◆ **PROBLEM DETAILS**
Once every line below has been checked for "Crosroads", give only the number of lines that have it.

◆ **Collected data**
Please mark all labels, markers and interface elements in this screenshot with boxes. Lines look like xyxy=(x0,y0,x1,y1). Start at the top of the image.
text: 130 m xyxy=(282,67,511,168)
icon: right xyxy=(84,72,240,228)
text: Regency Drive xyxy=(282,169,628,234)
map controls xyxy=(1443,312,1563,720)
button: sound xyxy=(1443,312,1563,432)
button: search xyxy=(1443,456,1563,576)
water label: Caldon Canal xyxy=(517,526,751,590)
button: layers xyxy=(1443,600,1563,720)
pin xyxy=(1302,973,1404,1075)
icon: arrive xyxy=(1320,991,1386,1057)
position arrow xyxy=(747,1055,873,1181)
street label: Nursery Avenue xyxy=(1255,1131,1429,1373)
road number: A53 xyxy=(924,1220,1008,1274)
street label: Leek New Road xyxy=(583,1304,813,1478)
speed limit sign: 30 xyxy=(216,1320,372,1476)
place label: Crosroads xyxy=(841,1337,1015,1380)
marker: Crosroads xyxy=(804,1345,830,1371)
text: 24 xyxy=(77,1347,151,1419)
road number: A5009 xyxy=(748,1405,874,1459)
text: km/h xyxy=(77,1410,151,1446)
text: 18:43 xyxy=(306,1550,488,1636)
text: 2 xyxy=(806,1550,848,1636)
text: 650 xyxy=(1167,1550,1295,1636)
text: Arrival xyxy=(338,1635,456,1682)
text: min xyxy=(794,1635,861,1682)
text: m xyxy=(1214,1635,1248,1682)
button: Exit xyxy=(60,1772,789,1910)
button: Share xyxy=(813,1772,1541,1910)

◆ **RESULT**
2